The UK government’s phase-out strategy, published in November, was described as a strong first step, with increased funding seen as particularly key. The strategy can be the catalyst for a long-term vision to significantly reduce the number of tests on animals in the UK if it is delivered with strong leadership and is genuinely and fully collaborative, engaging with civil society, NGOs, academia, and industry to boost global innovation.

The article said collaboration should transcend national and continental boundaries because animal testing requirements can differ between countries. America’s National Institutes of Health recently established a Standardized Organoid Modelling Center to accelerate organoid-based technologies that aim to reduce reliance on, and ultimately replace, animal use, and centres of excellence with adequate resources are needed in the UK too.

It said long-term funding for such centres is essential when investment in non-animal approaches remains a vanishingly tiny percentage of scientific research and development budgets. These centres can provide education and training, enable replacement-focused research to meet evolving regulatory needs, and build on non-animal testing initiatives already underway both inside and outside of government.

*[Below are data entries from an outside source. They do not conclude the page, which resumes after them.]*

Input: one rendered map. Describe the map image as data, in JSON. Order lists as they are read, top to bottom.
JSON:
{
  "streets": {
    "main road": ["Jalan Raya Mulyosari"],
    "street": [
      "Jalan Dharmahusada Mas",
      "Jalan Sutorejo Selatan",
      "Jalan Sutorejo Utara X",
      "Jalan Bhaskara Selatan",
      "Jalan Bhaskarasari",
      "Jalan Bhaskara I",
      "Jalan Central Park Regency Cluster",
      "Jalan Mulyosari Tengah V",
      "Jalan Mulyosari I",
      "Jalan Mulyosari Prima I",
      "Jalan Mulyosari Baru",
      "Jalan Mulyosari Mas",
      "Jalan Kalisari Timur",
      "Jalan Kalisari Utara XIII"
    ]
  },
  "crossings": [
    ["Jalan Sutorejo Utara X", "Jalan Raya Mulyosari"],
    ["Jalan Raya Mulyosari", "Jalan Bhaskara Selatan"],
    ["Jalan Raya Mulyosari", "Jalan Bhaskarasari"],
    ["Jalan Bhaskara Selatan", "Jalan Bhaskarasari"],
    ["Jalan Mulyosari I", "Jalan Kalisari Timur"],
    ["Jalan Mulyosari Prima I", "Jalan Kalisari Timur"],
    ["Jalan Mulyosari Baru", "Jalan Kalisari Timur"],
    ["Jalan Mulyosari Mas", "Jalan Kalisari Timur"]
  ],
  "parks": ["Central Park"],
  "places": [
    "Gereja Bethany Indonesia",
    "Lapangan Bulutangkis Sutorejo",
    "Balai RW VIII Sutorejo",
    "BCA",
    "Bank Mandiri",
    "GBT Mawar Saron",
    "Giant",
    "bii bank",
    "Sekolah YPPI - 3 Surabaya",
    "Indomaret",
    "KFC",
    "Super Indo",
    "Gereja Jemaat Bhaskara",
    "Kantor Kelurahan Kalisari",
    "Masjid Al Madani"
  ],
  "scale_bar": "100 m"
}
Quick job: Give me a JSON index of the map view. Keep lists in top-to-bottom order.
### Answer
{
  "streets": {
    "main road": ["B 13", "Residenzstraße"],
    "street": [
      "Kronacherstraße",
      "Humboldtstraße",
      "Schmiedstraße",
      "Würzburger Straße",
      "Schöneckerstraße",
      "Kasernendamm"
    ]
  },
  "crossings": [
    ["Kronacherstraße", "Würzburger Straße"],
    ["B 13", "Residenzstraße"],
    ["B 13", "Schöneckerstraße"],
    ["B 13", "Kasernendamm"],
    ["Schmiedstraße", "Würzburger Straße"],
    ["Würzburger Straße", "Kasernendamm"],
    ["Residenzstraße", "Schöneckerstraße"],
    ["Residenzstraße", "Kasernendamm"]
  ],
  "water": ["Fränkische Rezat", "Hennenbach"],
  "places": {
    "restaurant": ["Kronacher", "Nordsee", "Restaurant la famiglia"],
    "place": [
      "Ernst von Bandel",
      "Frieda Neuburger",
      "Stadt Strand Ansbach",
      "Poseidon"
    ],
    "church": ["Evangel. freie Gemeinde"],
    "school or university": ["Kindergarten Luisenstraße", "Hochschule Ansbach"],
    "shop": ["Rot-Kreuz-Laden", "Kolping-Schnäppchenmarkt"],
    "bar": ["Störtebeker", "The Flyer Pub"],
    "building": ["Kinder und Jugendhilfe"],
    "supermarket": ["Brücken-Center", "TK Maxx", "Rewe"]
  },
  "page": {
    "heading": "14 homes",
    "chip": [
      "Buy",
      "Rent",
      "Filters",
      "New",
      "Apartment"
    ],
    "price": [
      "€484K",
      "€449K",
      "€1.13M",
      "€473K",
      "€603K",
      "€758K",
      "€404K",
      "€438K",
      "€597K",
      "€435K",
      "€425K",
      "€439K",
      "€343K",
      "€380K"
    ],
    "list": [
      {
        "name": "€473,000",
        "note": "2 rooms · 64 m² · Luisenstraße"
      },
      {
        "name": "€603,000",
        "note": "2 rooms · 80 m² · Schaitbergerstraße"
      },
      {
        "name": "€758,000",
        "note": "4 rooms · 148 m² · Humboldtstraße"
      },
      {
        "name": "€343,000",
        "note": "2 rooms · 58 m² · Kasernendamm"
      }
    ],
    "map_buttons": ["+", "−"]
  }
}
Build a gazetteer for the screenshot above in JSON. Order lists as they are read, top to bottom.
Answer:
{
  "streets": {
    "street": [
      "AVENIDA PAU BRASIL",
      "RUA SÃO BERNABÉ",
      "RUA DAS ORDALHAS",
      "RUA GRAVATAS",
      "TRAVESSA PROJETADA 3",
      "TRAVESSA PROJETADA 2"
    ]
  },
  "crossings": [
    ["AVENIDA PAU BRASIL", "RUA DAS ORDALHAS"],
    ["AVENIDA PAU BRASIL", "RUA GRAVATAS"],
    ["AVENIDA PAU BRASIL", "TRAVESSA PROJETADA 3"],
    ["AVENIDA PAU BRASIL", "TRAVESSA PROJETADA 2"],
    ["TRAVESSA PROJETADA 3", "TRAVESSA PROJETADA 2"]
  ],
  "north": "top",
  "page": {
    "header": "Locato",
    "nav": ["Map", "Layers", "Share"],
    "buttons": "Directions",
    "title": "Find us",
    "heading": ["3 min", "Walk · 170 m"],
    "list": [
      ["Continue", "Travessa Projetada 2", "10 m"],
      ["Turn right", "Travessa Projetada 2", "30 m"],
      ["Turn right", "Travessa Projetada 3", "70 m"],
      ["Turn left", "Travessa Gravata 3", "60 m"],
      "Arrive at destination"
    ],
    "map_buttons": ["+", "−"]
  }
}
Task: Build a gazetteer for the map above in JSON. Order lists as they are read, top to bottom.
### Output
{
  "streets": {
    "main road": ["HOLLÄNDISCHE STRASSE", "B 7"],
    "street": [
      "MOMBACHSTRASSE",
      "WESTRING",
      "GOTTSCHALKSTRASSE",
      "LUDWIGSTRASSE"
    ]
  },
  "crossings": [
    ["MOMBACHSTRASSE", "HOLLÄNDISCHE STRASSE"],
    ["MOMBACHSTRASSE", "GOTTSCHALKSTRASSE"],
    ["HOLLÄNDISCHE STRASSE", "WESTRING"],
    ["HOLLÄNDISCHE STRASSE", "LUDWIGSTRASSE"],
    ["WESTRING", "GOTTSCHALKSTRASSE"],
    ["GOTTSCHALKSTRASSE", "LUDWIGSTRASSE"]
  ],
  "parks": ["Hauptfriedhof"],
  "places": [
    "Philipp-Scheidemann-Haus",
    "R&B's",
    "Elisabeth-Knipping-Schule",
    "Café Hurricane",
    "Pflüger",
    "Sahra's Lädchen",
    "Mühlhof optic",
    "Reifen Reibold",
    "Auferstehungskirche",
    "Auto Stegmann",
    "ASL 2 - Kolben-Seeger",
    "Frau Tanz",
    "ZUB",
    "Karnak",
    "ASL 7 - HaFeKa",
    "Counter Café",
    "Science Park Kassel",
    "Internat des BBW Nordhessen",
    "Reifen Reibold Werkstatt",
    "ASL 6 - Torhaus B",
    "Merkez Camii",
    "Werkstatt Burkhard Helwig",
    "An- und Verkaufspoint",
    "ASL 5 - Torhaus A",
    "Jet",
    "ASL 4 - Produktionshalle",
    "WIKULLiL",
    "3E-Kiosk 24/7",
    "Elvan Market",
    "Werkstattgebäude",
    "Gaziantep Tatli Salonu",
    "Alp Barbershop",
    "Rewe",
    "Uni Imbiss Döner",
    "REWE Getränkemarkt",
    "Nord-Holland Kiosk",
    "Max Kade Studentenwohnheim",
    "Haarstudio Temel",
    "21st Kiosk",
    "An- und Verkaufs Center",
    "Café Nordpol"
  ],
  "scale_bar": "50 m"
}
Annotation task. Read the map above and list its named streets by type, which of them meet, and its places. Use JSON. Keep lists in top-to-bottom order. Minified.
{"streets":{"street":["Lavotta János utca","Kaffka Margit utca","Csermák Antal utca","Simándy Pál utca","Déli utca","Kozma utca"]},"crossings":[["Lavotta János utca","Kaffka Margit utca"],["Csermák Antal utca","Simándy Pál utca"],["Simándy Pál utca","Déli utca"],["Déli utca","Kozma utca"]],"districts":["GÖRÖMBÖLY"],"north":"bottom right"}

The article said non-animal methods are, in many cases, already proving themselves to be faster, cheaper, and more reliable, but structural and regulatory issues and outdated mindsets are preventing their adoption. In the UK and EU, it is illegal to conduct tests on animals if non-animal methods exist, yet tests may still occur due to inadequate oversight and uncertainty about how non-animal approaches can be used to meet regulatory data requirements.

It also said companies often hesitate to use non-animal approaches because they are uncertain if regulators will accept the results. The article added that many animal tests were never formally validated in the first place and yet are still held up as the gold standard despite their well-acknowledged limitations.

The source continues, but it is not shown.